Bud Light’s CEO is shrugging off the massive consumer boycott that has slashed beer sales by one quarter since the company’s marketing managers embraced transgender advocate Dylan Mulvaney.
“We believe we have the experience, the resources, and the partners to manage this,” Anheuser-Busch CEO Michel Doukeris said in a routine call with stock market analysts on Thursday.
“Our four-year [economic] growth outlook is unchanged,” said Doukeris, a Brazilian businessman who runs AB InBev, the multinational company that owns Bud Light and many other beer brands.
But Doukeris is also working hard to extract his brand from the debate without alienating drinkers or political activists.
He told the analysts:
Let’s talk about our consumers. We continue to be committed to the programs and partnerships that we have forged over decades for consumers and for organizations that represent a wide range of communities where we operate. We work every day to delight our consumers and brings people together. When we do this well, our brands perform ….
While beer will always be at the table when important topics are debated, the beer itself should not be the focus of the debate.
But Light is about to being easy to drink and being easy to enjoy. That’s what consumers want and that’s what we are focused on delivering.

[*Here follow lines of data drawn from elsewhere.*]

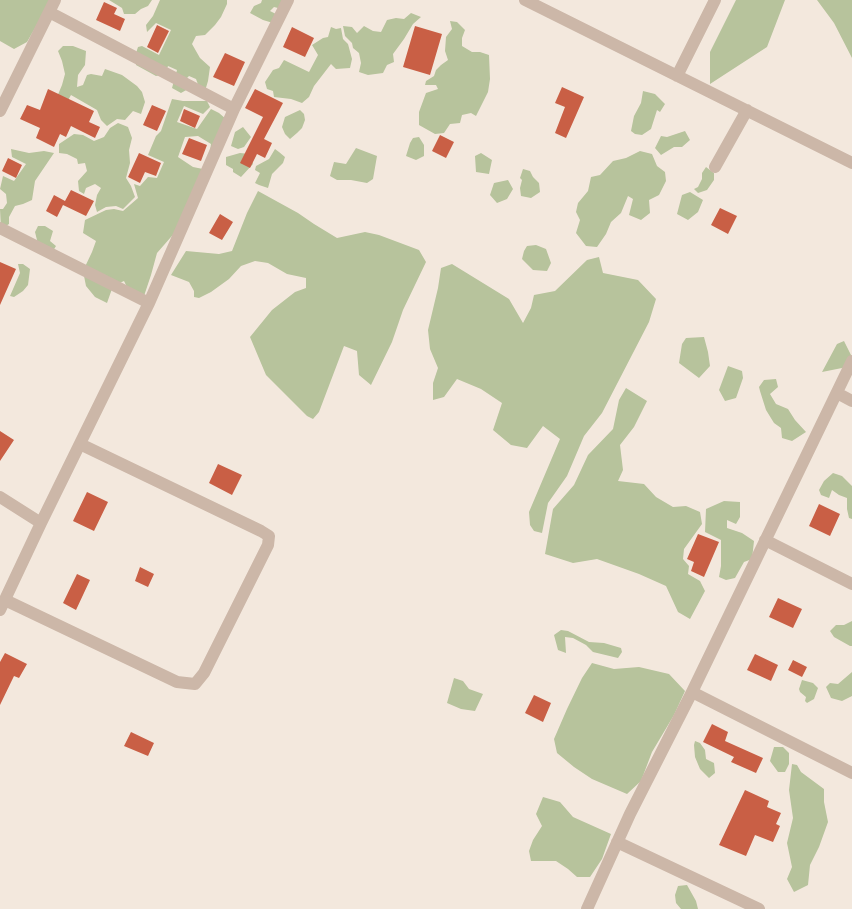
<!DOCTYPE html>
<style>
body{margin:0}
canvas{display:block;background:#f3e8dd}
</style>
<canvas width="852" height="909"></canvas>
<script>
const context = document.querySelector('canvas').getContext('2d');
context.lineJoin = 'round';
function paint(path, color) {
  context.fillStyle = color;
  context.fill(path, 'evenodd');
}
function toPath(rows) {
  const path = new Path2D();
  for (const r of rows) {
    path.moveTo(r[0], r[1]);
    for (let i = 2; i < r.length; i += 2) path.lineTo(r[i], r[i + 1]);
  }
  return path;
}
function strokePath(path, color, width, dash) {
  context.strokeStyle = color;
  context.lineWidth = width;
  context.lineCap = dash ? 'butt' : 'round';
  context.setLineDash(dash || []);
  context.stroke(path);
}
paint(toPath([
 [0,0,51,0,27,42,14,49,0,41],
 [109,0,152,0,148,6,141,9,135,14,124,14,122,8],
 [160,0,227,0,227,4,221,17,215,25,205,35,196,36,192,44,200,58,210,67,208,81,205,91,199,87,196,79,189,76,184,81,188,89,181,93,172,88,177,70,168,66,165,74,156,76,136,65,135,56,138,47,142,46,159,55,171,30,156,23,147,32,146,25,153,16],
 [262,0,288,0,282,9,274,7,270,11,278,15,273,23,263,20,250,13,254,6,261,3],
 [736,0,785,0,767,47,710,84,710,52],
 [817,0,852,0,852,58,834,23],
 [411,13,421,17,413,24,404,39,393,54,394,62,387,65,383,73,368,75,359,72,361,63,359,53,353,48,352,43,345,36,343,26,352,27,357,33,364,26,373,31,381,32,387,20,396,18,404,19],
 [450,21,457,22,465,30,462,38,462,46,472,52,480,52,489,55,490,79,488,92,476,116,471,113,462,115,460,123,450,124,444,133,435,134,419,125,419,112,426,93,438,89,436,85,425,85,426,81,434,76,436,70,441,65,448,60,445,51,446,37,452,29],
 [331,27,336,29,341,28,343,39,348,44,352,59,350,68,336,69,331,64,314,86,309,97,302,103,291,99,274,97,273,91,267,89,265,82,273,70,279,68,284,60,309,72,318,55,312,45,323,38,328,37],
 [63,46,73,46,86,51,85,65,78,75,77,87,83,85,87,75,91,74,102,76,105,69,122,75,137,86,142,92,145,102,141,114,133,111,125,120,117,119,107,126,101,120,97,110,71,95,65,106,54,104,62,85,65,74,62,61,58,51],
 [643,91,655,94,665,104,660,112,657,110,651,129,642,135,635,134,631,131,634,116,641,103],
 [172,99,183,101,207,101,210,107,203,114,184,106,177,122,197,129,211,109,219,113,226,119,210,151,211,144,198,136,185,137,178,157,193,167,208,170,178,229,157,253,151,275,144,296,129,291,124,281,113,286,107,303,95,297,86,286,83,271,92,252,96,241,83,233,85,220,106,210,114,209,123,211,138,198,134,184,140,186,148,177,157,178,164,162,148,155,156,136,161,131],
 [300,110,304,114,305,120,302,128,297,133,290,139,285,134,282,127,285,117],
 [118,123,128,127,132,138,129,150,130,163,126,178,131,186,135,197,123,209,116,206,106,207,97,212,95,205,97,195,101,188,95,184,86,188,84,194,79,191,78,181,87,171,85,163,78,164,77,159,67,154,59,153,59,144,74,134,83,135,94,141,104,137,110,128],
 [243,127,251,137,244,147,238,149,231,146,235,132],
 [685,131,690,140,682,147,674,147,661,155,655,148,661,136,667,137],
 [419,137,424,145,424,156,416,160,406,156,410,143,413,138],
 [356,148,377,156,373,179,367,183,351,180,337,180,330,176,334,162,346,164],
 [11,149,29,153,44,151,54,153,35,181,32,200,23,204,15,206,9,217,9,224,1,229,0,209,3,209,7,203,6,194,0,189,3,176,14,181,26,164,12,157],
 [275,149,279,152,285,157,283,163,272,174,268,188,259,185,255,183,260,173,255,170,256,166,269,159],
 [640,151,652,154,657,166,665,172,666,181,659,195,649,200,650,213,641,220,629,215,633,199,628,196,621,213,611,222,606,234,597,247,586,246,576,233,580,220,576,212,578,203,588,191,591,177,600,175,613,161,626,158],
 [240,153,250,154,253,164,241,177,233,172,233,169,226,165,226,157],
 [481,153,492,160,489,174,476,172,475,156],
 [706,167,714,173,714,180,707,190,698,193,694,189,698,187,702,179,702,173],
 [523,169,530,171,533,177,539,183,540,192,531,198,521,196,520,188,522,180,520,178],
 [508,180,513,189,507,199,497,203,490,195,494,183],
 [258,191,298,213,314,224,337,238,365,232,379,235,419,250,426,262,403,310,392,342,371,385,359,375,357,351,344,346,319,412,313,419,307,416,266,375,250,337,272,310,295,292,306,288,306,278,287,274,268,263,255,261,241,266,229,279,211,292,199,298,194,297,194,291,189,282,171,275,186,251,219,254,232,251,247,213],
 [690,192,703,200,698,212,688,220,677,214,682,195],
 [38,226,45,226,53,231,50,241,56,246,51,254,38,244,35,232],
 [536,245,546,249,551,263,547,271,533,270,522,259,524,251,527,246],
 [599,257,603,273,638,280,656,299,649,322,602,413,584,436,567,476,548,503,542,533,534,531,530,525,529,512,560,439,543,426,527,448,511,445,493,430,502,403,481,389,457,379,444,397,433,400,433,383,438,368,430,349,428,330,438,288,441,268,452,264,509,299,523,323,531,308,534,295,555,291,587,260],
 [18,264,23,264,30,269,28,285,23,291,14,297,10,296,20,273],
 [704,337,708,352,710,366,699,378,679,363,682,344,686,338],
 [844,341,851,355,847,367,822,372,837,344],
 [728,366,742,371,743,378,736,398,725,401,719,390],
 [776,379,778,387,770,394,776,404,788,409,795,420,806,432,792,441,782,438,781,428,774,423,766,410,760,391,759,387,764,380],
 [626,388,647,401,634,427,620,445,623,470,618,481,644,484,656,497,673,507,686,506,700,512,702,524,684,549,683,559,689,566,688,574,700,581,705,591,690,619,678,612,666,586,639,574,597,559,573,563,545,554,553,509,574,485,588,455,613,429,619,400],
 [833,473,842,476,852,486,852,519,849,518,847,509,847,498,839,495,832,490,829,498,821,495,819,490,824,481],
 [724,501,740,502,740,517,736,524,727,520,727,528,742,533,754,541,752,559,744,562,735,578,726,580,719,577,721,566,721,540,705,532,706,509],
 [852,621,852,646,850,646,834,637,830,631,836,625,844,625],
 [561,630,568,631,589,642,604,643,621,648,622,652,618,658,593,652,586,645,573,638,565,637,566,653,558,650,554,635],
 [592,663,614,669,639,667,669,674,685,691,674,715,652,752,641,781,627,794,592,779,574,767,557,753,554,739,567,709,582,678],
 [852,672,852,696,842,701,831,698,826,687,830,683,838,684],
 [454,678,463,681,469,689,483,694,475,711,461,709,447,703],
 [802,680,813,683,818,688,814,699,807,703,805,701,806,697,800,692,799,689],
 [695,741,700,743,705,750,706,759,714,763,715,773,709,778,700,769,695,757,694,745],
 [774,747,783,747,789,753,789,764,785,772,778,772,770,761],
 [792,764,797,765,801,772,824,789,824,802,828,822,819,847,810,865,808,885,794,892,787,879,792,867,787,843,793,818,789,790],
 [543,797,560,802,573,817,611,834,602,859,590,877,577,877,568,869,556,861,531,861,529,851,533,840,542,826,536,814],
 [687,885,696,901,698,909,681,909,676,903,675,895,678,886]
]), '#b7c39c');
paint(toPath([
 [104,2,117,8,114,14,125,19,120,31,96,20],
 [157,25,169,31,158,53,147,47],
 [415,26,442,34,430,75,403,67],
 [292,27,314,38,305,57,283,47],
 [225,53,245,62,234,86,213,77],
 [562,87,584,97,566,138,555,133,565,107,555,103],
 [48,89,94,111,89,122,100,127,95,138,71,126,66,137,60,134,54,147,36,138,40,128,20,119,27,105,40,110],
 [255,89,283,103,264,139,272,143,265,158,257,154,250,168,240,163,263,117,245,108],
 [152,105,166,111,157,131,143,125],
 [184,109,200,116,195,128,180,121],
 [440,135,454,142,446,158,432,151],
 [189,138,207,145,201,161,182,154],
 [139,153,161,163,156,176,145,172,140,183,128,177],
 [8,158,22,165,16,178,2,171],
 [71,190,94,201,86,216,63,205,57,217,46,211,54,195,65,201],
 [720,208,737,216,728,234,711,225],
 [220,214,233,222,222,240,209,233],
 [0,262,16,269,0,305],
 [0,431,14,440,0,461],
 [218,464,242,475,232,495,209,483],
 [87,492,108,502,94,531,73,521],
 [819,504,840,514,830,536,809,526],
 [698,534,719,542,704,577,691,571,694,562,687,559],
 [140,567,154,574,148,587,135,581],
 [77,574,90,580,76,610,63,603],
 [778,598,802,609,793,628,769,617],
 [5,653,27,664,19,678,14,676,0,705,0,662],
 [755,654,778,665,771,681,747,670],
 [793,660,807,667,802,677,788,670],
 [534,695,551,703,543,722,525,713],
 [712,724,728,732,725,741,763,758,756,773,731,762,734,757,703,742],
 [131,732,154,743,148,756,124,746],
 [745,790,769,801,767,807,781,813,776,824,780,826,773,842,755,835,746,856,719,845]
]), '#c95f45');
strokePath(toPath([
 [525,0,852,163],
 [49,12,234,109],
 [677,76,715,0],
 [0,111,55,0],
 [715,167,747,110],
 [0,228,149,303],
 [837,393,852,401],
 [0,497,41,523],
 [765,540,852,584],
 [5,600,177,682,195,684,204,673,268,545,269,536,261,531,80,444],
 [0,610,41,523,149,303,234,109,288,0],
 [692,692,852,773],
 [617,842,759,909],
 [587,909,630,814,692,692,852,361]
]), '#ccb7a8', 12);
</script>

The company has already taken some practical steps to stop the bleeding. It has sidelined the managers who hired the pro-transgender advocates, given free cases of beer to employees in its network of distributors, promised more ad funding, and released a Bud Light ad that is entirely free of transgender advocacy. The ad’s comments are also disabled to mute more criticism from consumers.

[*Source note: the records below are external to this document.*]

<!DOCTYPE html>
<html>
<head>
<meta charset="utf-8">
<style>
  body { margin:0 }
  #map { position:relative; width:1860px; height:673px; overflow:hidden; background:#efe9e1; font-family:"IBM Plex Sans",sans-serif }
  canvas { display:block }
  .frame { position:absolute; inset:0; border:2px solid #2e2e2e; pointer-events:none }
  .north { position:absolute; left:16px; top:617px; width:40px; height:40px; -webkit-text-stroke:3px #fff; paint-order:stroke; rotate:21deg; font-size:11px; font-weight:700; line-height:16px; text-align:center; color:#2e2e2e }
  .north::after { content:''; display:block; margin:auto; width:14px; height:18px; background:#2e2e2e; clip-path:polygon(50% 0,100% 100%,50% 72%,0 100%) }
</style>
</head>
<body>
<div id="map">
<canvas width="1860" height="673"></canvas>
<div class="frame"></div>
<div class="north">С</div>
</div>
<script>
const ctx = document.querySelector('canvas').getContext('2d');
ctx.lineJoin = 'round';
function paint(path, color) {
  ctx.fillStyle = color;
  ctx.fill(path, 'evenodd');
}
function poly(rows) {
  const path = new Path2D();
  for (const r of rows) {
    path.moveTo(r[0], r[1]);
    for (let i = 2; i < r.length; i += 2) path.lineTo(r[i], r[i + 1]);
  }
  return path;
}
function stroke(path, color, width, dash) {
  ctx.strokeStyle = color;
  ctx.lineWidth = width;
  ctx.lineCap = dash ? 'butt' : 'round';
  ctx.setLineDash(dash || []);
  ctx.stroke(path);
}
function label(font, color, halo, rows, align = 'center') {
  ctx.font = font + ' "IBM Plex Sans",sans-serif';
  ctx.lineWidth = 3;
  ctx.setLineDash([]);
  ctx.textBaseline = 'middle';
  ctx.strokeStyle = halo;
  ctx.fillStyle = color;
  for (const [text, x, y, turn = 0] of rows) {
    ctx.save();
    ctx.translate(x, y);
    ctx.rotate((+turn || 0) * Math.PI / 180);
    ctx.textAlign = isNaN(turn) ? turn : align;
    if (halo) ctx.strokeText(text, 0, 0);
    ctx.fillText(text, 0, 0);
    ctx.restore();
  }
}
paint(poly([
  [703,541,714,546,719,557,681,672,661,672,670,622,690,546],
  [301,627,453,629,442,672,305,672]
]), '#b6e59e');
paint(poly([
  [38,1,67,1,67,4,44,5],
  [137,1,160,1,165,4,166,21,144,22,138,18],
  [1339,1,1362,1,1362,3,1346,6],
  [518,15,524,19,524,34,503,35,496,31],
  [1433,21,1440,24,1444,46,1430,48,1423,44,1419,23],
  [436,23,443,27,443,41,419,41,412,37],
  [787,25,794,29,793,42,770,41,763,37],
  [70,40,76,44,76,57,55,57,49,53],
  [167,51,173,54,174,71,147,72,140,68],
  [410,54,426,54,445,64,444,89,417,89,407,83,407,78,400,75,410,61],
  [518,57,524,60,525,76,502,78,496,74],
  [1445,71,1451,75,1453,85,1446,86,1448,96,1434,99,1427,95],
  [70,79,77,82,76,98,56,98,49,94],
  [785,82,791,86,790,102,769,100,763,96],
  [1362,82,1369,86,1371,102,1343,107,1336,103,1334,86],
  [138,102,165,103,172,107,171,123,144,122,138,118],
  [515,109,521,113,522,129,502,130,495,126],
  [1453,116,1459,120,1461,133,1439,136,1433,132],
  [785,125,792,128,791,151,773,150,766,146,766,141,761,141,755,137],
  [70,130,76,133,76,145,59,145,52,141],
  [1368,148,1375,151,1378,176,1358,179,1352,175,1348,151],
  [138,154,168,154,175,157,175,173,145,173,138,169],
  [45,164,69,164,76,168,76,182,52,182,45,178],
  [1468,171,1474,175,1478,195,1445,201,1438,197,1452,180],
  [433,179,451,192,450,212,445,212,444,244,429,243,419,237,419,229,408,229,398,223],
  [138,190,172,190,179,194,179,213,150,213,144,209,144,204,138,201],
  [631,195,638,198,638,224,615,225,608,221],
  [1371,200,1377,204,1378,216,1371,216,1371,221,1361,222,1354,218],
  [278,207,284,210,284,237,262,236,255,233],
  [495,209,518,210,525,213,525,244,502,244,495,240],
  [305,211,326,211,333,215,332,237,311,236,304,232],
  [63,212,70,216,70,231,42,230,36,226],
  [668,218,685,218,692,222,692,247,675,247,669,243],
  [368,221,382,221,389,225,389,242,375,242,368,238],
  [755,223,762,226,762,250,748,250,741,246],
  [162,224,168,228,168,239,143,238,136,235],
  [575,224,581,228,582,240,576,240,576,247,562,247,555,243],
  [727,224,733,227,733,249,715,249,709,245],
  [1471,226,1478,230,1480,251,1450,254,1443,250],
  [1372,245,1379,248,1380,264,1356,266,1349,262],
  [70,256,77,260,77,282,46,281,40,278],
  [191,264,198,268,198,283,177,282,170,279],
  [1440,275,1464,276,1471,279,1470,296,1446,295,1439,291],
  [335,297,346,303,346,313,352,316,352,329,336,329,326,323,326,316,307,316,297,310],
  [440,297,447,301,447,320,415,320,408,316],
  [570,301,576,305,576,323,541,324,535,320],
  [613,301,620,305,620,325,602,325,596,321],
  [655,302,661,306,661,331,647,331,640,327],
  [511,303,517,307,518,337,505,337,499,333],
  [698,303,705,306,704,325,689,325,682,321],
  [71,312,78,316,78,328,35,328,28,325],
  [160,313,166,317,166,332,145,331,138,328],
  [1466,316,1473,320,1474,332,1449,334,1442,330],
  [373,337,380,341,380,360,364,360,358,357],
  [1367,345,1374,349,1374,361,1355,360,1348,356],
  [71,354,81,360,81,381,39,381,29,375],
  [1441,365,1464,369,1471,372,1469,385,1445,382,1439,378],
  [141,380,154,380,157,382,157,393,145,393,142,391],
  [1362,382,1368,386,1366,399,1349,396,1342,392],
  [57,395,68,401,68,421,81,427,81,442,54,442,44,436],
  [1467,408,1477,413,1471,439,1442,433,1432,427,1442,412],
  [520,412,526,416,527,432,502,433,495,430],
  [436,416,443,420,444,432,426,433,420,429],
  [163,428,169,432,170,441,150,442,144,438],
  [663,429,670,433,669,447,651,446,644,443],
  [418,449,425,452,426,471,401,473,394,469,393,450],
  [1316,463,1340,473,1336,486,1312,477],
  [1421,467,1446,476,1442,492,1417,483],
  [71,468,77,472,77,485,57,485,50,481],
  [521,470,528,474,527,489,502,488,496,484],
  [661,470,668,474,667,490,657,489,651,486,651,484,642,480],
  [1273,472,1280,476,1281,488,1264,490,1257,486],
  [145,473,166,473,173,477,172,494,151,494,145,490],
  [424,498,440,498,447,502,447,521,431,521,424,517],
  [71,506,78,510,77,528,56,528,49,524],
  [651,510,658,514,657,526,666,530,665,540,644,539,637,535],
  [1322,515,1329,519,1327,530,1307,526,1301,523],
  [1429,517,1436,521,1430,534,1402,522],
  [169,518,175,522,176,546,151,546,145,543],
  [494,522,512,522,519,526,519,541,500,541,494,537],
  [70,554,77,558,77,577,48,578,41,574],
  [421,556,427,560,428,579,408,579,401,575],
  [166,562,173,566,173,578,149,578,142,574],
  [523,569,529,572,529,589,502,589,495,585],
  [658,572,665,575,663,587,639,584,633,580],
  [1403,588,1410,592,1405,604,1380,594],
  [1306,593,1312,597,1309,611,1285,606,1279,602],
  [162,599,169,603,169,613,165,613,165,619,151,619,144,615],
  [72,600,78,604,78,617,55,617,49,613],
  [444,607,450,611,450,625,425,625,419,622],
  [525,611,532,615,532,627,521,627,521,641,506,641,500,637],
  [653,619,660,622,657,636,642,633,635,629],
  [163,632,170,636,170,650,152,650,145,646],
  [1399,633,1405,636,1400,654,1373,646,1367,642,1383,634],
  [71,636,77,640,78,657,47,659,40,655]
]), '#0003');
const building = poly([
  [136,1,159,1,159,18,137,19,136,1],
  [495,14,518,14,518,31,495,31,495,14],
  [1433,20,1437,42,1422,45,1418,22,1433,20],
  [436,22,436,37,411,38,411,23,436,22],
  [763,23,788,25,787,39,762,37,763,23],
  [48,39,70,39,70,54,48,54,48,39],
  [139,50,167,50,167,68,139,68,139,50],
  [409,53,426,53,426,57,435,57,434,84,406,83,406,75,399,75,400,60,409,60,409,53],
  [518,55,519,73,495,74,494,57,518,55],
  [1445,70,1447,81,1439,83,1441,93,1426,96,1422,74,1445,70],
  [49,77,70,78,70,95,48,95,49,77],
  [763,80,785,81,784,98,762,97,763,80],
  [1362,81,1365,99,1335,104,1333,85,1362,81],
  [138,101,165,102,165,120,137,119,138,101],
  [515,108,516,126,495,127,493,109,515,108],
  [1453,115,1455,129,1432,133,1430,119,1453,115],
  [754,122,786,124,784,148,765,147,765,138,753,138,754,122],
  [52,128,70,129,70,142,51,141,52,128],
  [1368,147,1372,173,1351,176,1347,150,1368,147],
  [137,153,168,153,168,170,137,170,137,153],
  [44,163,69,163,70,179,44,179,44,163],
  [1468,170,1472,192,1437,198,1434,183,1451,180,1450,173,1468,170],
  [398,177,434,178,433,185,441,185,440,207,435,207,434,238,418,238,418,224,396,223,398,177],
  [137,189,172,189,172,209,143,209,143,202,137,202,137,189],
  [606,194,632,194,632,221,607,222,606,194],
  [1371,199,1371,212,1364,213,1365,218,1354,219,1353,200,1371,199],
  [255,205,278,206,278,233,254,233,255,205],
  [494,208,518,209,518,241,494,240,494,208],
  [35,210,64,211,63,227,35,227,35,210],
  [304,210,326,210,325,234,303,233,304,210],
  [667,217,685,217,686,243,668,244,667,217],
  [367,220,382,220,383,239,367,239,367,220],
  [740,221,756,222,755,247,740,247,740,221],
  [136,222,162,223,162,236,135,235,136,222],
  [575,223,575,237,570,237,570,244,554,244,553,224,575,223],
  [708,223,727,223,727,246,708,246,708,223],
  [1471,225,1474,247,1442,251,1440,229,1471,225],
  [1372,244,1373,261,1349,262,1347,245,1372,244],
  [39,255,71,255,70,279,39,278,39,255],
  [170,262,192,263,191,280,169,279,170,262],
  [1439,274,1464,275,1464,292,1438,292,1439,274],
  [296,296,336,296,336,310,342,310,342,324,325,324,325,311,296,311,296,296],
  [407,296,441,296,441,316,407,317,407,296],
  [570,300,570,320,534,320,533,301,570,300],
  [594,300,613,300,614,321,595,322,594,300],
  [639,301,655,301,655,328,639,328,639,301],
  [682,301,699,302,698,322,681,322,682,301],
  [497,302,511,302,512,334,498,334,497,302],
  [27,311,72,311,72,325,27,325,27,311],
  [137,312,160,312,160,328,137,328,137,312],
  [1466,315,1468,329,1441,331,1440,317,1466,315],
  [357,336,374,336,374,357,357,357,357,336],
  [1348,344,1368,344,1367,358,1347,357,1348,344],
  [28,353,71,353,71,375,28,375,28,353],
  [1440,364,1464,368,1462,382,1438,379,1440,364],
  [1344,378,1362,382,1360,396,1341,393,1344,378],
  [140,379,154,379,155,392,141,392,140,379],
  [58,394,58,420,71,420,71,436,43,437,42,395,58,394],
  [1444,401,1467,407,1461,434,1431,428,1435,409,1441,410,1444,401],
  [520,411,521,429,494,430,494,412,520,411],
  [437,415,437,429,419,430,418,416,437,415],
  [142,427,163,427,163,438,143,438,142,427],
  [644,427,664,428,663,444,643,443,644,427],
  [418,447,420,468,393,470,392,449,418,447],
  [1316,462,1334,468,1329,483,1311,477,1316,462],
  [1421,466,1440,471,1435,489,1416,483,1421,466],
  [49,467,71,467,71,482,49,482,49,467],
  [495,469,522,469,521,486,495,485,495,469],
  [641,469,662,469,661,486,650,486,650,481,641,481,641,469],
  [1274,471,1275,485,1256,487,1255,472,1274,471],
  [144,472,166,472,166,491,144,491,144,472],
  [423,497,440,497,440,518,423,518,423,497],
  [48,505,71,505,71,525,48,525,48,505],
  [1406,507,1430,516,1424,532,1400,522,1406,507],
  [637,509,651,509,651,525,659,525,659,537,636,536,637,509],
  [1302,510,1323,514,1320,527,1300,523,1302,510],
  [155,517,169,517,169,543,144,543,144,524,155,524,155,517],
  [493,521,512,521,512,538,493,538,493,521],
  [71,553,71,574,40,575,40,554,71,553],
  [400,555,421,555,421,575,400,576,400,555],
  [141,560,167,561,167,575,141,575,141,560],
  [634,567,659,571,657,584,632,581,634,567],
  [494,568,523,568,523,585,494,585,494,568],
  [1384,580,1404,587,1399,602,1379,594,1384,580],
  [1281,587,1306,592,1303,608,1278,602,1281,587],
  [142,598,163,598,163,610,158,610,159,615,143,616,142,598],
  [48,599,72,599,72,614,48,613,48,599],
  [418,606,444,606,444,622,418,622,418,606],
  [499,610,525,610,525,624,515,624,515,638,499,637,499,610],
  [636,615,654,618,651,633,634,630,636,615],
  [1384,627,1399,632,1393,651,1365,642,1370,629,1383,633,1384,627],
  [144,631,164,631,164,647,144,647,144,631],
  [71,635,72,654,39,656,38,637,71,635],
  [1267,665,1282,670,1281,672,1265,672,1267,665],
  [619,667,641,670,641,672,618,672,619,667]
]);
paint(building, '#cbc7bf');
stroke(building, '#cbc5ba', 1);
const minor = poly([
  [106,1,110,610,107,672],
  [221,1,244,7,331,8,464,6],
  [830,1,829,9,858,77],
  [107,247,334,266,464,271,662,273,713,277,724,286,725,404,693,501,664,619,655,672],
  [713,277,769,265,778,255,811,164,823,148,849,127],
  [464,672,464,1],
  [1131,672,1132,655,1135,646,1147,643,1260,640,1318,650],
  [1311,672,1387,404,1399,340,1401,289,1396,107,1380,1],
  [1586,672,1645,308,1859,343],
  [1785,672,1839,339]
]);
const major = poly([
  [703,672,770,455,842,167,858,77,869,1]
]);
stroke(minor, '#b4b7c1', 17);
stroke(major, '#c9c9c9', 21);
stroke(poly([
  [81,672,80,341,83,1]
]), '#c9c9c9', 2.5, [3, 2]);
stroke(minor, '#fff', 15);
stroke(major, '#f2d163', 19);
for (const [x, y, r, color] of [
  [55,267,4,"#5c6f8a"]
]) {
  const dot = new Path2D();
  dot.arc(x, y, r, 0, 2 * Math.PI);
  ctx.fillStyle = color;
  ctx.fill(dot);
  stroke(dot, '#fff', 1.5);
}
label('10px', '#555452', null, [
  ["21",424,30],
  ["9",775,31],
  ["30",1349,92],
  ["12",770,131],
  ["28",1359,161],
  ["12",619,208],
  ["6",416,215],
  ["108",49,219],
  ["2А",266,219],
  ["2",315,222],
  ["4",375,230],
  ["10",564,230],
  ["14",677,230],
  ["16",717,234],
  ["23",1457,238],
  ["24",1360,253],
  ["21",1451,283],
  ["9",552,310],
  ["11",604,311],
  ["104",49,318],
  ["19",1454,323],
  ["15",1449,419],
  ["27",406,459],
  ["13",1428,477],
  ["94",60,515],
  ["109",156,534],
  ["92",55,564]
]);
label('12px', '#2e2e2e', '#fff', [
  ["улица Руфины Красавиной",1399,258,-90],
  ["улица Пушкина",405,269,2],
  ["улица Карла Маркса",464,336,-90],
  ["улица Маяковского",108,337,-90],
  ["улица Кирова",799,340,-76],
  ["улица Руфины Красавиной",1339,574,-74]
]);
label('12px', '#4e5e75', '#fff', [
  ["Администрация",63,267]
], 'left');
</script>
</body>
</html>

But the company has not taken any steps to disavow the aggressive transgender ideology that was touted by its now-disgraded marketing managers.
That is a difficult task because the transgender ideology has many powerful friends in the White House and in the various agencies that could cause many problems for the multinational beverage firm.
The transgender groups are already threatening the company for not continuing to embrace Mulvaney.
“It is absolutely critical for Anheuser-Busch to stand in solidarity with Dylan and the trans community,” said an April 26 letter from the Human Rights Campaign Foundation, adding:
However, when faced with anti-LGBTQ+ and transphobic criticism, Anheuser-Busch’s actions demonstrate a profound lack of fortitude in upholding its values of diversity, equity, and inclusion to employees, customers, shareholders and the LGBTQ+ community …
This not only lends credence to hate-filled rhetoric, it exposes Anheuser-Busch to long-term business impacts with employees and customers increasingly looking for steadfast commitment to LGBTQ+ corporate citizenships.
But the public boycott is well established — and is likely reinforced when public displays of transgenderism remind consumers of the Mulvaney embrace.
“We haven’t been seeing a drop in sales overall, but But Light sales are way down,” Keith Brancato, a manager at Myrna’s Brewery Outlet in New Kensington, Pa., told TribLive.com, adding:
“Jim Stunja of Beer, Bets & Butts in North Huntingdon … some customers have come into the business armed with a list of products to avoid buying.
“They go down the list and say, ‘Anheuser-Busch owns this,’ and then they buy stuff that Anheuser-Busch doesn’t own.”
On May 2, the Wall Street Journal spotlighted part of the dilemma facing Bud Light’s array of complaining beer distributors:
“They didn’t need to take this risk,” one distributor said, adding that he was worried the brand might now swing back in the other direction. “I lost my cowboy bars and now I could lose my gay bars, too.”
Self-proclaimed transgender people comprise less than one percent of the American population, although there is a growing number of Americans who classify themselves as” non-binary” or “queer.”
Gays and lesbians are not transgender, and they comprise perhaps three percent of the population.
Mulvaney’s transgender ideology says governments should arrest people who deny transgender claims and also forcefully suppress the civic and legal recognition of the complementary differences between the two sexes. The authoritarian agenda threatens Americans’ physical health, youthful development, mental health, sciences, and satisfaction in life.
It also seeks to destroy the many single-sex institutions and activities — such as sports, bathrooms, and clubs — that help men and women, gays and lesbians, and young girls and teenagers simultaneously compete and cooperate in a chaotic democracy. The ideology also distracts American citizens and legislators from dealing with damaging civic trends such as declining education scores, rising migration, and slowing innovation.
The ideology also drags many adherents into a lifetime of romantic rejection. That may remain a problem for Mulvaney, who formerly described himself as a gay “theater kid.”
Transgenderism is so toxic to many Americans that 50 percent of middle-income earners are less likely to buy Bud Light beer, according to a Rasmussen poll of 1,041 adults, released on April 18. Roughly one-third of people in each income group say they “strongly support” the boycott, said the poll.